■ **Assignment**:
Line by line, reproduce exactly the beginning of the listing below, ending with the line that contains "margin:0; font-family:Literata,serif; background:#242831;" and adding nothing.

****************************************

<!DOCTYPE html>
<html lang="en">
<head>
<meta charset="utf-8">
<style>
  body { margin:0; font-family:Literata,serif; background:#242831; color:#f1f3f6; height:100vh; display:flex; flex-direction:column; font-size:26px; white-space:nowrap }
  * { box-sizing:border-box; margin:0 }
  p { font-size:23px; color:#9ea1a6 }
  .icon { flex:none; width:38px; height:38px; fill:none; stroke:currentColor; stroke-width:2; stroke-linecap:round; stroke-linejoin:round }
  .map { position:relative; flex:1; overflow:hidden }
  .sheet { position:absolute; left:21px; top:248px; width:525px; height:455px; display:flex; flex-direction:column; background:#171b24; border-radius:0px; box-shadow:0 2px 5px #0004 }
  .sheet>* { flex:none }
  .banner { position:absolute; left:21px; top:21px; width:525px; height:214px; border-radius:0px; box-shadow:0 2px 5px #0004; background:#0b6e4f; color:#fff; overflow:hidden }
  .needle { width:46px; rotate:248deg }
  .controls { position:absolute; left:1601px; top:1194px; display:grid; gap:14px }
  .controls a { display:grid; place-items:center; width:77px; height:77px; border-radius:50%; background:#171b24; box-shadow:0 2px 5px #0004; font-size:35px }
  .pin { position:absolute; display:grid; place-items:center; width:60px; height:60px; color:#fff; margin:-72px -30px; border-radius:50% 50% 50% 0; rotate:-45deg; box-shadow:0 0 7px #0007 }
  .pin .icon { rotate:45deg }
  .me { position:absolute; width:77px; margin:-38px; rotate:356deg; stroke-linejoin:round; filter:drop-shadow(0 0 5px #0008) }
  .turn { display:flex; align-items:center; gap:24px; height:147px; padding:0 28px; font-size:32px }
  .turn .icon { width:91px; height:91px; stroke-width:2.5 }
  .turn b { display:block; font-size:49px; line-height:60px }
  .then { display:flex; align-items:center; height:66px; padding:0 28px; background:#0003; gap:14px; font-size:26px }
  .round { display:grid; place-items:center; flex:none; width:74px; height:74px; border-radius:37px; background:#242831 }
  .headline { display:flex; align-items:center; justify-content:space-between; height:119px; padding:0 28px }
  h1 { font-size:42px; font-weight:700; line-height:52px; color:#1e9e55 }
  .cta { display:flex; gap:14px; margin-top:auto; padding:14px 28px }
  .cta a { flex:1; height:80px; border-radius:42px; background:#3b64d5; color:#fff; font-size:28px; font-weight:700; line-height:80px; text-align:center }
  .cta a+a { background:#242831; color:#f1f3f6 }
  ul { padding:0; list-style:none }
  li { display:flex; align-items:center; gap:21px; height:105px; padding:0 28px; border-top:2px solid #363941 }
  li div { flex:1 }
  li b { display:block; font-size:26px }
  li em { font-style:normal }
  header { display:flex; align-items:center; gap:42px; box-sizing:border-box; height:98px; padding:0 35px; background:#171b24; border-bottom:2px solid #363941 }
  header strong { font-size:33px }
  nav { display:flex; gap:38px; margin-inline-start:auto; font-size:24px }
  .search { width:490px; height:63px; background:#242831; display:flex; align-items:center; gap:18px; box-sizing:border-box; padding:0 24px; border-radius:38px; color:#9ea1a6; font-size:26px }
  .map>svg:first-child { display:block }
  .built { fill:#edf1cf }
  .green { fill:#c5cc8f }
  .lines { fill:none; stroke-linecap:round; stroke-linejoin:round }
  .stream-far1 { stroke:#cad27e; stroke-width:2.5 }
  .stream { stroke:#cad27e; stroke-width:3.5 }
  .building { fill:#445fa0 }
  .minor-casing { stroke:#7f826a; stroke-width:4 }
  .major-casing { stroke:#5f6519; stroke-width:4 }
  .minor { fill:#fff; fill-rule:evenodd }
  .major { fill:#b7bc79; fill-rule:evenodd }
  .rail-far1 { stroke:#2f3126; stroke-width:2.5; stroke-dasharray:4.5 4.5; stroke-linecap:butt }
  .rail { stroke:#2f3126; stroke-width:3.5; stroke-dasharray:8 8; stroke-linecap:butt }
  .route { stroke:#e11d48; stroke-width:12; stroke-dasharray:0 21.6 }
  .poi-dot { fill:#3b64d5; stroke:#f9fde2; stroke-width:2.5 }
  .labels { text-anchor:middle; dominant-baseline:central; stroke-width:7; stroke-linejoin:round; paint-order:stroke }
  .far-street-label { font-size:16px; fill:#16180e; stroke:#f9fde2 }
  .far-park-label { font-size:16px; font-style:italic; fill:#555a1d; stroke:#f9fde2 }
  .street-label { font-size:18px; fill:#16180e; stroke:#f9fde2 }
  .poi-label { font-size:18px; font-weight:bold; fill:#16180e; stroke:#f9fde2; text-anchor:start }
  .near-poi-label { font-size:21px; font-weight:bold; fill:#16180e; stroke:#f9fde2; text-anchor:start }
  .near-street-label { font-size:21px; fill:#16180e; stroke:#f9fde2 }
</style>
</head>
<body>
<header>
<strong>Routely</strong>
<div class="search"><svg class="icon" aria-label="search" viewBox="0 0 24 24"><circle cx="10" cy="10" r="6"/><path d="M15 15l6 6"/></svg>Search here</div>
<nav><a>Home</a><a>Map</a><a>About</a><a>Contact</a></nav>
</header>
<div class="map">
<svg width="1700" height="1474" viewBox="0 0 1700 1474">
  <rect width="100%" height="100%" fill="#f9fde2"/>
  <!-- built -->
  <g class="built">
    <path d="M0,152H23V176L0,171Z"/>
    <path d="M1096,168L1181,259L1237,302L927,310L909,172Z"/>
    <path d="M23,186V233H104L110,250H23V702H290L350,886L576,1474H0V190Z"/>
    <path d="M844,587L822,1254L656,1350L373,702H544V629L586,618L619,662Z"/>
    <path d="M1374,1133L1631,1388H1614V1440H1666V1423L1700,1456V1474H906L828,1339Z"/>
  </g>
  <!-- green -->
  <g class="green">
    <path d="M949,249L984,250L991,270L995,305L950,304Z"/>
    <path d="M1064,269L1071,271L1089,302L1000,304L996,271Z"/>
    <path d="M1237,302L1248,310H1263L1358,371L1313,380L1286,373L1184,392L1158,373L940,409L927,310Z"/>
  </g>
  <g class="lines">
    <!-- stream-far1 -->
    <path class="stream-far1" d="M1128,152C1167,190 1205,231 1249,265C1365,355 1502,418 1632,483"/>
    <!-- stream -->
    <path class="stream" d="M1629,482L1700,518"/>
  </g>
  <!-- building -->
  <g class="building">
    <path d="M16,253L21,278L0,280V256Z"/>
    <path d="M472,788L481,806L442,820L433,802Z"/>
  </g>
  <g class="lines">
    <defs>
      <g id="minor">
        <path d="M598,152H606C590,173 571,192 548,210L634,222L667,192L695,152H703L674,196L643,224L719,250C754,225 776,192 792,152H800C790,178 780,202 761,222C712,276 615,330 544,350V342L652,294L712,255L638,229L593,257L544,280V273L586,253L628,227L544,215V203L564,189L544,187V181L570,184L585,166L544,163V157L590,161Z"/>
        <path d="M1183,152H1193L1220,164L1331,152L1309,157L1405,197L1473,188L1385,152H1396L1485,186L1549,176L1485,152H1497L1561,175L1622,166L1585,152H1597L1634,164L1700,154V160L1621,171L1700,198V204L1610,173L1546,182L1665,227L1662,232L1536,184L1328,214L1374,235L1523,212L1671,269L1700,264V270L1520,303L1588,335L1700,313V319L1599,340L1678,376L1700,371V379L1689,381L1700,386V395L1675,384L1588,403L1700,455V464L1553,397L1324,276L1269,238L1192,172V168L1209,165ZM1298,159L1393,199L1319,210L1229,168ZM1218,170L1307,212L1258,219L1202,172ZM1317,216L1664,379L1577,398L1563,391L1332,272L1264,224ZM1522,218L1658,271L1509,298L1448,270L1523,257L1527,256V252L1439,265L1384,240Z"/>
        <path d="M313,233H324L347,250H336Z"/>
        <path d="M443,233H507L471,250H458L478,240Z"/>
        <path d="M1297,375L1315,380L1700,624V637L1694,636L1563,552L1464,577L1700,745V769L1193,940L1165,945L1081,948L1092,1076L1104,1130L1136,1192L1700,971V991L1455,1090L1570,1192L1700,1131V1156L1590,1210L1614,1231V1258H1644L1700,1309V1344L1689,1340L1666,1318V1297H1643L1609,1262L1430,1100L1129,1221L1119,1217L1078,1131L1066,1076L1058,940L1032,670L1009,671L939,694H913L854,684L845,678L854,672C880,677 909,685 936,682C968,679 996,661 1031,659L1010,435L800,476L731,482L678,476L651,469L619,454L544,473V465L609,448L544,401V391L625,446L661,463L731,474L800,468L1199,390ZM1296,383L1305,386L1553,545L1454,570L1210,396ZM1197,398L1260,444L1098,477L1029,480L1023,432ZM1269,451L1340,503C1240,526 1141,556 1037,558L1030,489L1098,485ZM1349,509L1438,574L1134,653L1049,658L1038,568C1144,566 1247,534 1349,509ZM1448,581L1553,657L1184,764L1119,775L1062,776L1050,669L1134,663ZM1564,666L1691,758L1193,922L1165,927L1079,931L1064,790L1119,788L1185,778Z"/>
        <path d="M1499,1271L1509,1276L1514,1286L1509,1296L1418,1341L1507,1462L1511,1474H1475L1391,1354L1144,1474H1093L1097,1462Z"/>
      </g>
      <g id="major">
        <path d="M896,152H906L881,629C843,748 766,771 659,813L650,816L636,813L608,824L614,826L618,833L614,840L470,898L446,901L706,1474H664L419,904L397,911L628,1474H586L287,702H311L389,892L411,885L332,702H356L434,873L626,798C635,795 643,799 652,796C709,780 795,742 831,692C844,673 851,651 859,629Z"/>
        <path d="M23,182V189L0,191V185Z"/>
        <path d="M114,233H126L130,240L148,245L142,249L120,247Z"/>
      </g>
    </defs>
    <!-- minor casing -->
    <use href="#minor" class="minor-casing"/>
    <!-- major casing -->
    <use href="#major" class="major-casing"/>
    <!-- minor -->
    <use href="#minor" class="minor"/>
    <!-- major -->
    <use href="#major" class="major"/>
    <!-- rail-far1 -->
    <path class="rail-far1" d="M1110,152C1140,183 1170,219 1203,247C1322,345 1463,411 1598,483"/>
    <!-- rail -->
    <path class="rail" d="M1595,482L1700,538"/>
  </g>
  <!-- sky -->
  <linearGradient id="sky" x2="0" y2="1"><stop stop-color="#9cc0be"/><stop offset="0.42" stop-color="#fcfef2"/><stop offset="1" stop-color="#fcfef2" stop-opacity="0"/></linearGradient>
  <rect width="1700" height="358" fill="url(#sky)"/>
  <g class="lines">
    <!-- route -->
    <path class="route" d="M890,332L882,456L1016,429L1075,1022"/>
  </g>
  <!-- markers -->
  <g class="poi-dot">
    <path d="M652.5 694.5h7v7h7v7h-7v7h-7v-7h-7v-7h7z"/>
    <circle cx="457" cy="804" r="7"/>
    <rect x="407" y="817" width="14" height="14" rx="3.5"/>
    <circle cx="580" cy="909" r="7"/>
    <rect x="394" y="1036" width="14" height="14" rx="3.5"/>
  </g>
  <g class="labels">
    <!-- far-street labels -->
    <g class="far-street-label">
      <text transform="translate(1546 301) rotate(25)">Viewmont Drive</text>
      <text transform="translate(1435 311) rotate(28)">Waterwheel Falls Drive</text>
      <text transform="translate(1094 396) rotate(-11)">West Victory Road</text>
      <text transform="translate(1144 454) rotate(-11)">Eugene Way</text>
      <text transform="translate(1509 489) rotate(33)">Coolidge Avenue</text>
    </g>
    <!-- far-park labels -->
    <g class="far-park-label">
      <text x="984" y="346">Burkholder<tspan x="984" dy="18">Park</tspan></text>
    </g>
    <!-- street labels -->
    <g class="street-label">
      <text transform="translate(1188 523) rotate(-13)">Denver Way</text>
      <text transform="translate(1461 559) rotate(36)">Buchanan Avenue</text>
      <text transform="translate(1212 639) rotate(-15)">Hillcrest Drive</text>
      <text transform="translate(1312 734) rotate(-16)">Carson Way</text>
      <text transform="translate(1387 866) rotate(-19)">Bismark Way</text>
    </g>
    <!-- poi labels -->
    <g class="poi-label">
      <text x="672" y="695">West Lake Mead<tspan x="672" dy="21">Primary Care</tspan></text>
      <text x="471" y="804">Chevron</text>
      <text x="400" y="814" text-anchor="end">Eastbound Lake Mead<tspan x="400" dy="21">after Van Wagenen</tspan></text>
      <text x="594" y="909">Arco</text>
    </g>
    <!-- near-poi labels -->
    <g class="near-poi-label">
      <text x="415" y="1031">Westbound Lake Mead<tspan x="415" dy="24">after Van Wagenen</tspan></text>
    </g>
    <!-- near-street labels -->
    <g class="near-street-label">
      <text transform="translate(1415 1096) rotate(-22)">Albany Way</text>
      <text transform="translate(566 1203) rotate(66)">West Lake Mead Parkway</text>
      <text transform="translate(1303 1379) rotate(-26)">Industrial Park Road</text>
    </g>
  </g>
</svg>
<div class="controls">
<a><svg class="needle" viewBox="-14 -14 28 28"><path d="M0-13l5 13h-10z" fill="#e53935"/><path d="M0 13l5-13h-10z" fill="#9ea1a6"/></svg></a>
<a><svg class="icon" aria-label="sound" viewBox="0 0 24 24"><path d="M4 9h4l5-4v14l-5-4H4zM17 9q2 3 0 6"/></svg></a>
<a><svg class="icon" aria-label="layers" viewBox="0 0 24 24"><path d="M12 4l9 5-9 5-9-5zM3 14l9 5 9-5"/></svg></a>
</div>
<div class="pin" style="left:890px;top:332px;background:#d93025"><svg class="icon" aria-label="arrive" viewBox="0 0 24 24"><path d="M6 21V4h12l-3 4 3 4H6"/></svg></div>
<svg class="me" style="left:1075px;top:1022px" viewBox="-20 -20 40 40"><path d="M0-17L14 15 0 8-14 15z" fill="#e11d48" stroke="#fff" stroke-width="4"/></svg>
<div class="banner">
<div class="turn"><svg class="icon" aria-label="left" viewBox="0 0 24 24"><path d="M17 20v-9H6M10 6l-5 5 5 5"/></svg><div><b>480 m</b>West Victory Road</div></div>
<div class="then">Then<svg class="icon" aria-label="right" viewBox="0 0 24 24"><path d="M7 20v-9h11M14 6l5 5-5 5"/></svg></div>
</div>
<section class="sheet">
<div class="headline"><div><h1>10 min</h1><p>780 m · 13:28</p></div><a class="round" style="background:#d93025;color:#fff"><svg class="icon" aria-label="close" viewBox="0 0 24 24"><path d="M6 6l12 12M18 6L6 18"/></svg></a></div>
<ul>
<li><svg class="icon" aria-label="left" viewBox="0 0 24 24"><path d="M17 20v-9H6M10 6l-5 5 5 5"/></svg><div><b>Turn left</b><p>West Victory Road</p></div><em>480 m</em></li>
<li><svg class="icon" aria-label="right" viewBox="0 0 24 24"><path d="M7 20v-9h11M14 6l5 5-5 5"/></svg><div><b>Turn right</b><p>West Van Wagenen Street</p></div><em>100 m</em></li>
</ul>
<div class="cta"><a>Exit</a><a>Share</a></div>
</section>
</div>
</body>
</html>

****************************************

■ **Problem solution**:
<!DOCTYPE html>
<html lang="en">
<head>
<meta charset="utf-8">
<style>
  body { margin:0; font-family:Literata,serif; background:#242831; color:#f1f3f6; height:100vh; display:flex; flex-direction:column; font-size:26px; white-space:nowrap }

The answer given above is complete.